On-line version ISSN 2007-9737Print version ISSN 1405-5546

Comp. y Sist. vol.21 n.2 Ciudad de México Apr./Jun. 2017

https://doi.org/10.13053/cys-21-2-2738 

Articles

Design of Flat Halfband Filters With Sharp Transition and Differentiators through Constrained Quadratic Optimization

Miguel A. Platas-Garza1 

Johnny Rodríguez-Maldonado1 

1 Universidad Autonoma de Nuevo León, San Nicolás de los Garza, Nuevo León, Mexico


Abstract:

An alternative method for the design of type I Halfband FIR filters with flat magnitude and narrow transition bands is presented. The methodology shown is based on the derivation of a quadratic programming problem with inequality constraints, which represents a set of linear equations obtained from flat and ripple restrictions imposed over the frequency response of the filter. The design is based on maximally flat constraints. The obtained filters have narrow transition bands as compared to those presented in other maximally flat based designs. The proposed method is not ripple free as it does not take into account all the maximally flat restrictions. Then, control of side lobes and transition band is performed using a weighting matrix and inequality constraints as side lobes bounds. The design of type IV FIR digital differentiators through the proposed method is also shown. Examples of design, which compare the proposed method with others presented in the literature, are provided to verify the effectiveness of the proposed method.

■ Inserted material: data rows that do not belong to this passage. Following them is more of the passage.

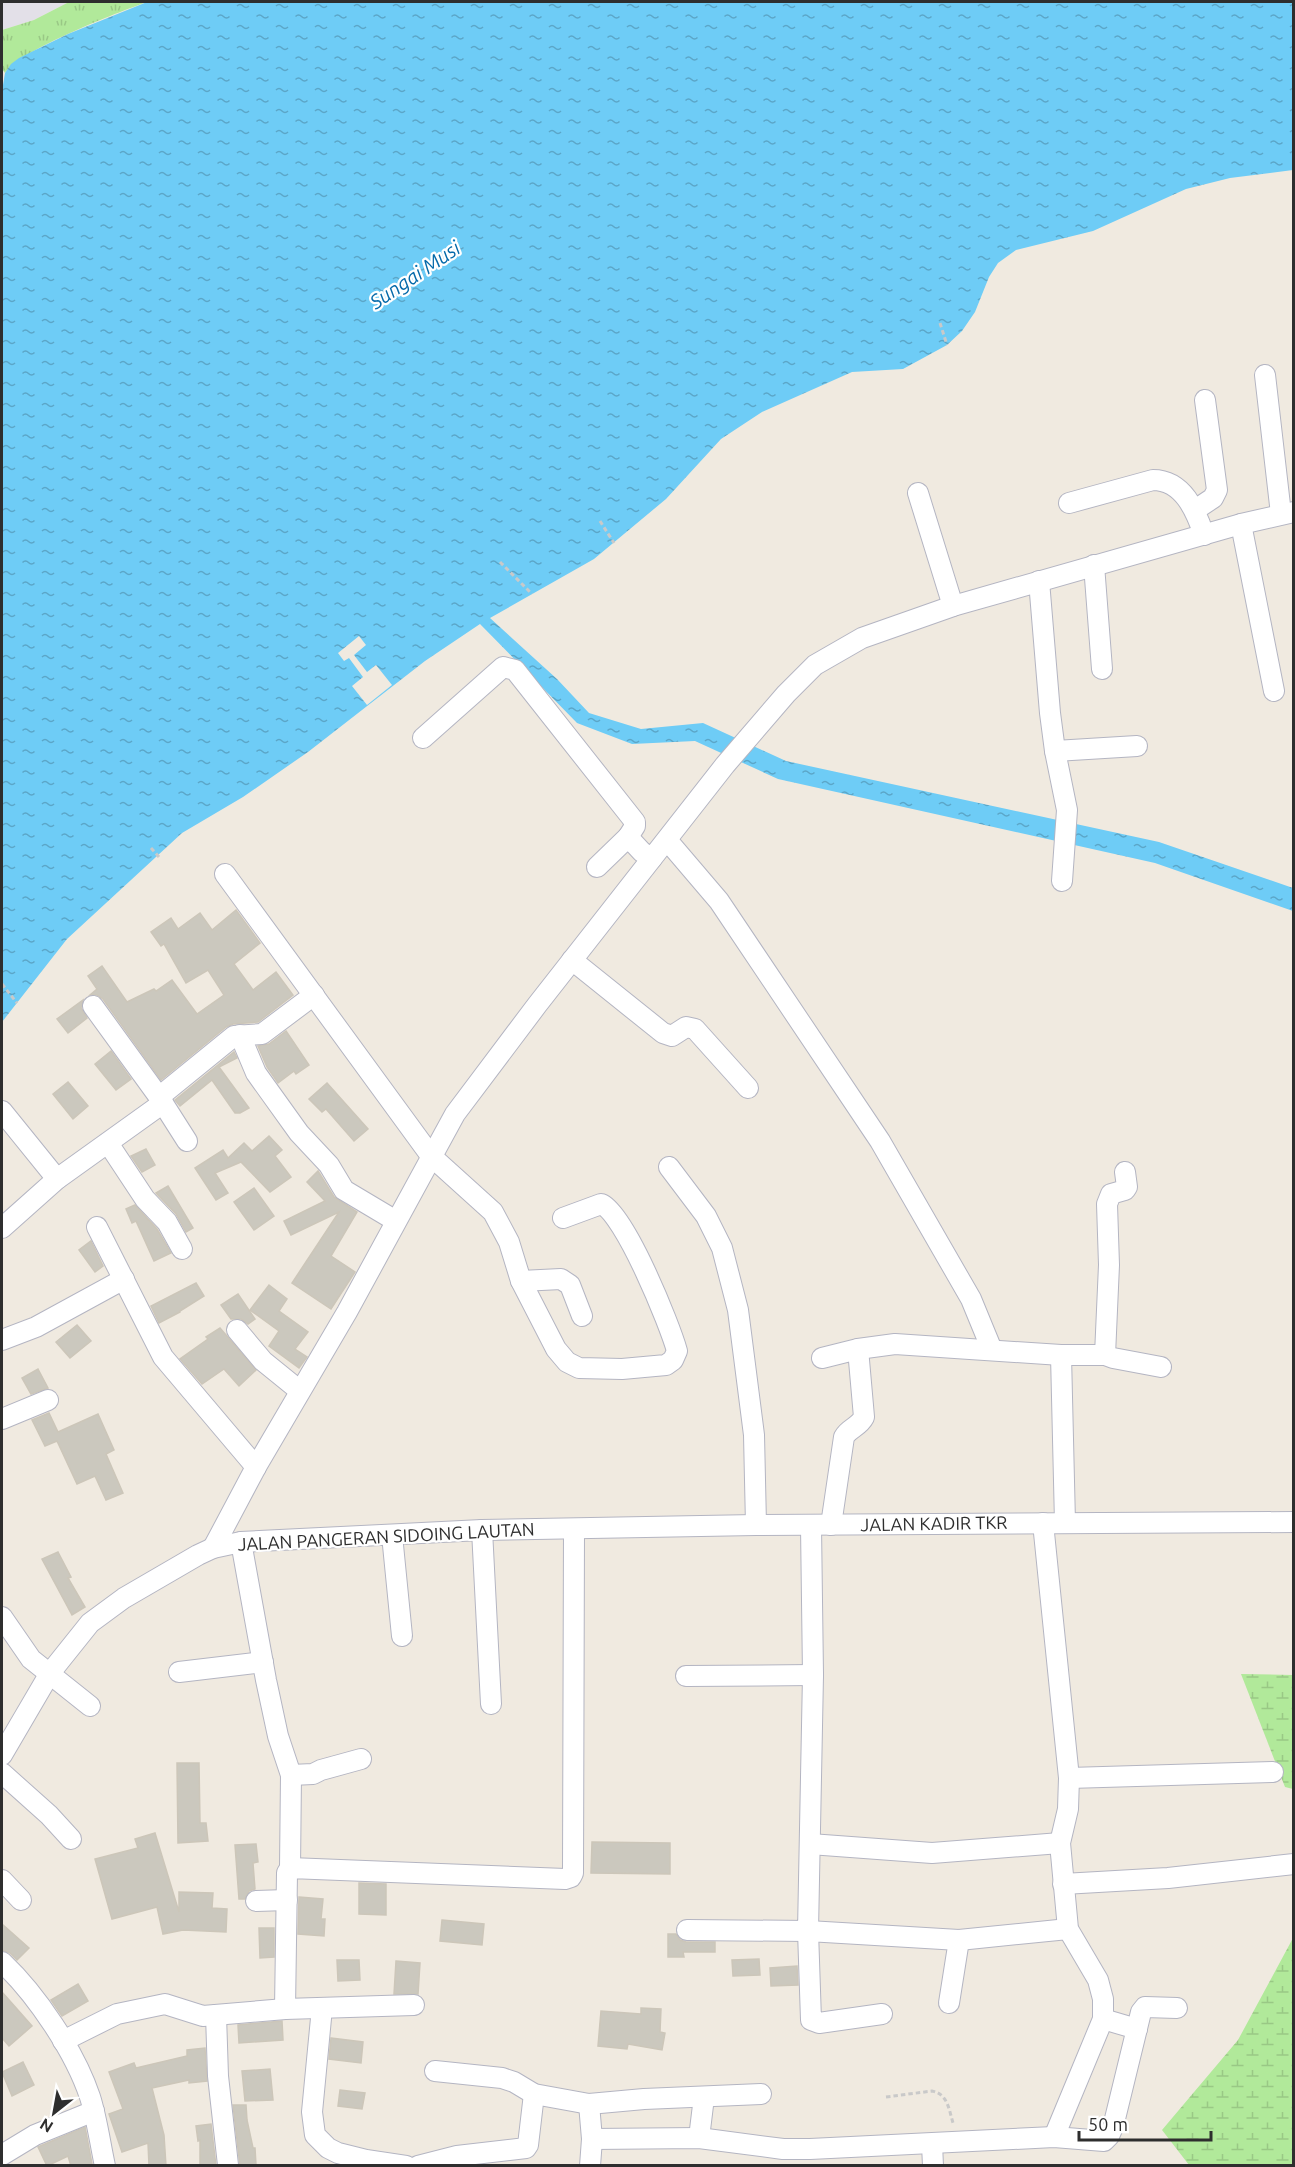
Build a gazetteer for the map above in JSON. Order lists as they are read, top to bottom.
{
  "streets": {
    "street": ["JALAN KADIR TKR", "JALAN PANGERAN SIDOING LAUTAN"]
  },
  "crossings": [
    ["JALAN KADIR TKR", "JALAN PANGERAN SIDOING LAUTAN"]
  ],
  "water": ["Sungai Musi"],
  "scale_bar": "50 m",
  "north": "bottom left"
}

Keywords: Halfband filters; digital differentiators; MAXFLAT constraints; weighted least square filter design

1 Introduction

The use of halfband filters (HBF) and digital differentiators (DD) is key to perform several signal processing tasks. For example, HBF are used to perform the decimation and interpolation of signals [33, 36]; while DD are typically used when information about signal rate of change is required [21, 18].

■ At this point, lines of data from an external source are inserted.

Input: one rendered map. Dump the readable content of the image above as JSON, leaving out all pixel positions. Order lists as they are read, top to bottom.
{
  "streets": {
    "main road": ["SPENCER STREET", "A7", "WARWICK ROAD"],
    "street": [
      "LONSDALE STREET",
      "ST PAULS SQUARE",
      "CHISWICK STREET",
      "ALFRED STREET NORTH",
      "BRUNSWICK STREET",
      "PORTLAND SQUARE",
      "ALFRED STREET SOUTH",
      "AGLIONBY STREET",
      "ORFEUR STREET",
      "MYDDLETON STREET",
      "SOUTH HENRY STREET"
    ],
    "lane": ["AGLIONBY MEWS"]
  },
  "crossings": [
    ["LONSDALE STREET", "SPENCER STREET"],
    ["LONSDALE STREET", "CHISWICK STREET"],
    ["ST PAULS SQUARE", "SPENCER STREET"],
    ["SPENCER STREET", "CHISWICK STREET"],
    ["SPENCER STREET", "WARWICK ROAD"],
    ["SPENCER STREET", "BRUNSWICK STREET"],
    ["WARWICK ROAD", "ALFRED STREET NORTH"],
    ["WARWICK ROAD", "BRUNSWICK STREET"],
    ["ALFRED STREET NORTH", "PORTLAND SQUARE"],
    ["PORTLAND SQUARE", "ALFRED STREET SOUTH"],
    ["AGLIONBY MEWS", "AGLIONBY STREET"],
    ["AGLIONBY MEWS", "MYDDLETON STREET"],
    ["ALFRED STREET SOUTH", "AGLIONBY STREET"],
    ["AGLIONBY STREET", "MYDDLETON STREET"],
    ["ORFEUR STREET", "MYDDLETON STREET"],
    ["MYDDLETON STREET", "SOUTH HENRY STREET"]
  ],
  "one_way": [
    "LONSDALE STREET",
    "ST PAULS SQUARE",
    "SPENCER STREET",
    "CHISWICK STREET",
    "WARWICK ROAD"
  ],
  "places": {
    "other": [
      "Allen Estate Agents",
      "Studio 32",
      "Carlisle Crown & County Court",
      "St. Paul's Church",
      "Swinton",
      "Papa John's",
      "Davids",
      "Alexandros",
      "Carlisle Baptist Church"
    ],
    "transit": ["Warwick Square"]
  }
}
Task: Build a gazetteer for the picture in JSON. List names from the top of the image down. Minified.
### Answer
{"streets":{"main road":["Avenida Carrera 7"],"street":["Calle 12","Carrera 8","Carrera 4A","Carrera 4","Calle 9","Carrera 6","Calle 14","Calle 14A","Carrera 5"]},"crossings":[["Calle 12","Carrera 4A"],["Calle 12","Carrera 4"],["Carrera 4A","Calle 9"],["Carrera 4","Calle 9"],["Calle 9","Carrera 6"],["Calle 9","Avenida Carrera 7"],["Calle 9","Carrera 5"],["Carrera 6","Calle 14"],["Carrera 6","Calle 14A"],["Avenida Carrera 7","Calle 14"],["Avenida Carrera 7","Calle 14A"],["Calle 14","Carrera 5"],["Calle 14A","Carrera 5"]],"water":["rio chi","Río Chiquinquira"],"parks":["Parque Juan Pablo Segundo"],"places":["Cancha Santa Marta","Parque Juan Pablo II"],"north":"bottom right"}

Furthermore, maximally flat halfband filters (MFHB) and maximally lineal differentiators (MLD) have been widely studied [27, 39, 12, 29, 4, 20]. They present the maximum flatness/linearity of its frequency response around a particular frequency called flatness center.

In general, maximally flat (MAXFLAT) filters are of particular interest in applications that require smooth frequency responses or high attenuation in the stop-band [2, 24]. They are ripple-free and are of particular importance for the analysis of polynomial signals. Several designs have been proposed for the design of MAXFLAT filters since they emerged in [5]. They include FIR linear phase filters [26, 19], generalized filters [28, 40] and fractional delay filters [13, 38]. The main drawback of using MAXFLAT filters is the width of its transition band, which is superior to that presented in other designs which allow ripple, e.g., [22]. Additionally, in a MAXFLAT design, the bandwidth can only be decreased by increasing the filter length.

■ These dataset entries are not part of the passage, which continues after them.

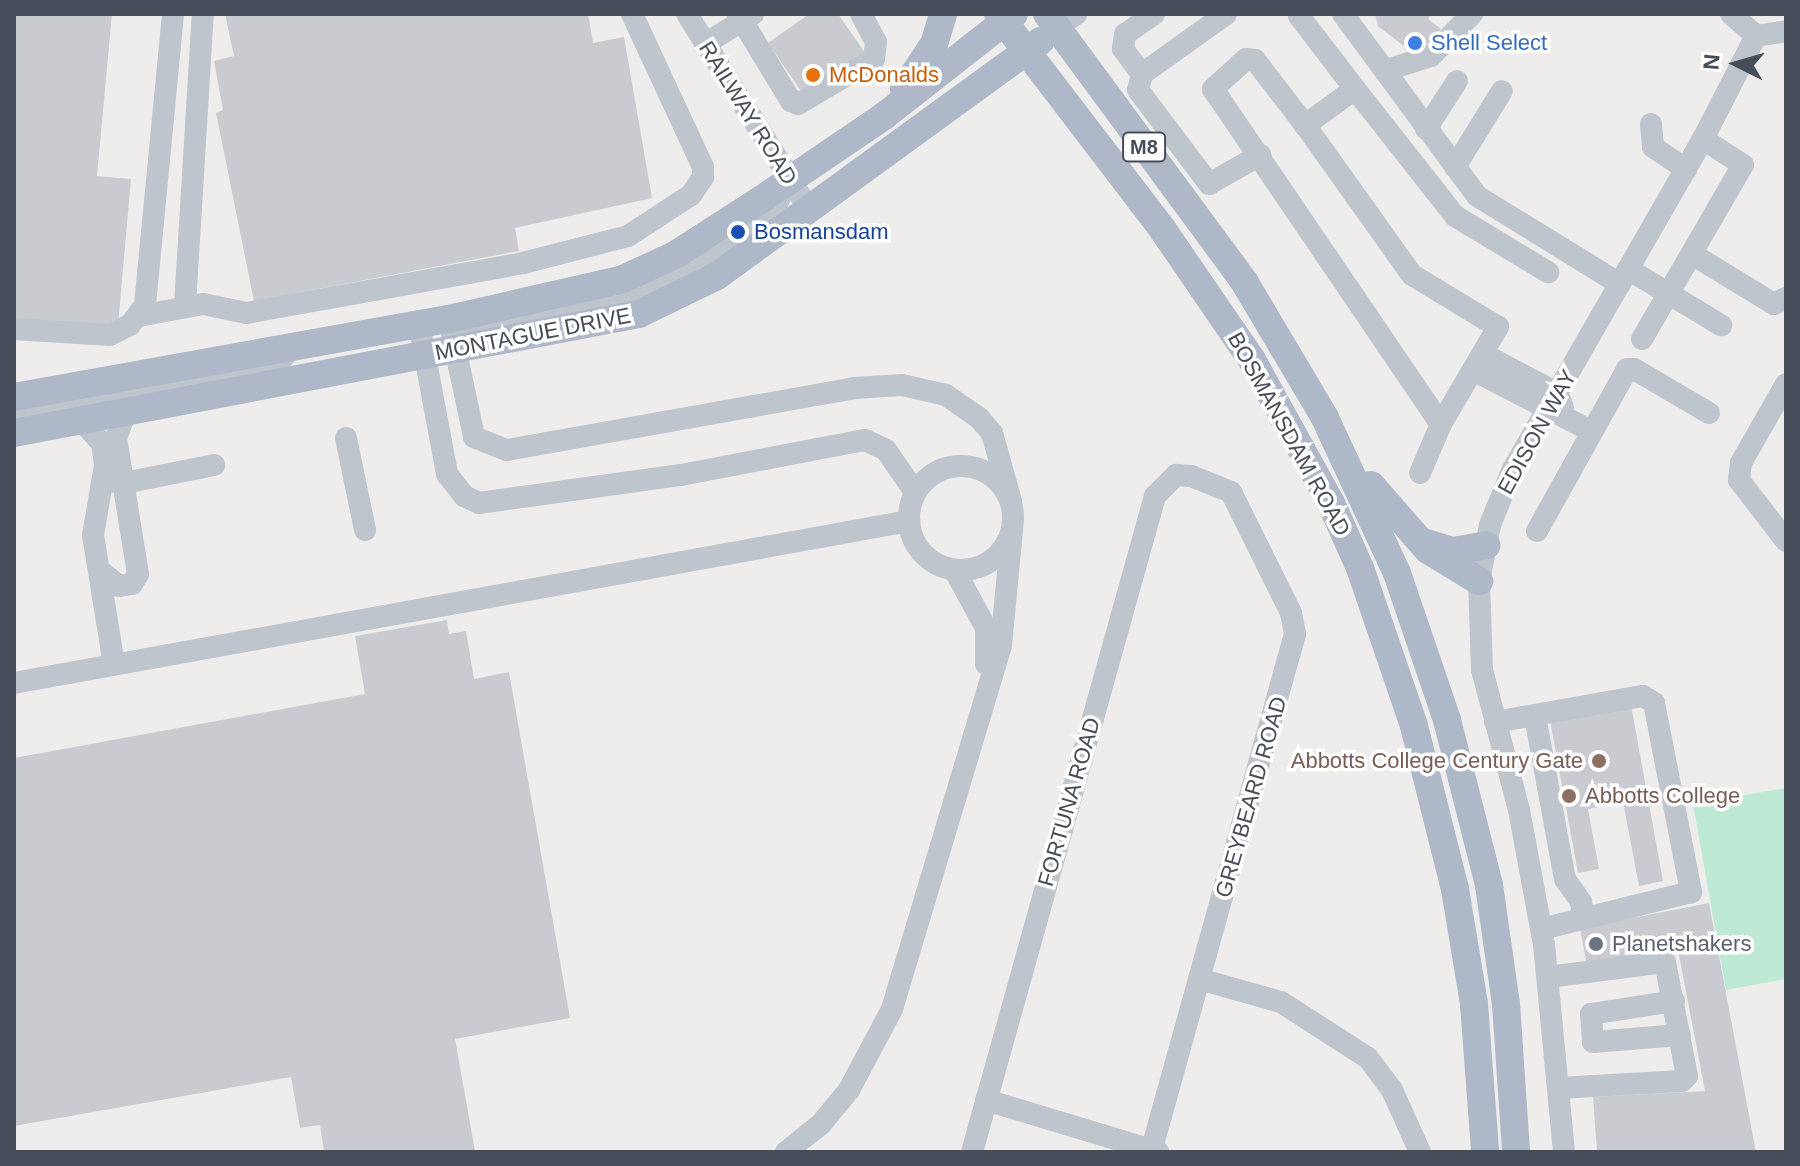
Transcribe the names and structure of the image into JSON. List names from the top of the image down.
{
  "streets": {
    "main road": ["M8", "MONTAGUE DRIVE", "BOSMANSDAM ROAD"],
    "street": [
      "RAILWAY ROAD",
      "EDISON WAY",
      "GREYBEARD ROAD",
      "FORTUNA ROAD"
    ]
  },
  "crossings": [
    ["RAILWAY ROAD", "MONTAGUE DRIVE"],
    ["MONTAGUE DRIVE", "BOSMANSDAM ROAD"],
    ["GREYBEARD ROAD", "FORTUNA ROAD"]
  ],
  "places": [
    "Shell Select",
    "McDonalds",
    "Bosmansdam",
    "Abbotts College Century Gate",
    "Abbotts College",
    "Planetshakers"
  ],
  "north": "left"
}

Several methodologies have been proposed to decrease the transition band in MAXFLAT designs preserving as much as possible the flatness of the frequency response. Some algorithms use a frequency different from zero as the flatness center to produce narrower filters [14, 15] while others increase the design flexibility by not taking into account all the MAXFLAT constraints [10, 31].

Recently, [7] presents a method for impose a prescribed cutoff frequency in a MAXFLAT design, but it was not applied to the design of halfband filters. With respect to MFHB filters, [8] presented a method for the design of MFHB filters with narrow transition bands. This method consists in convert the MLD presented in [11] into a MFHB filter using the transformation method described in [23]. The filters obtained in [8] are designed with MAXFLAT constraints around ω = π/4 rad. They have narrower transition bands than conventional methods. On the other hand, they are not ripple free and present the maximum ripple at ω = 0.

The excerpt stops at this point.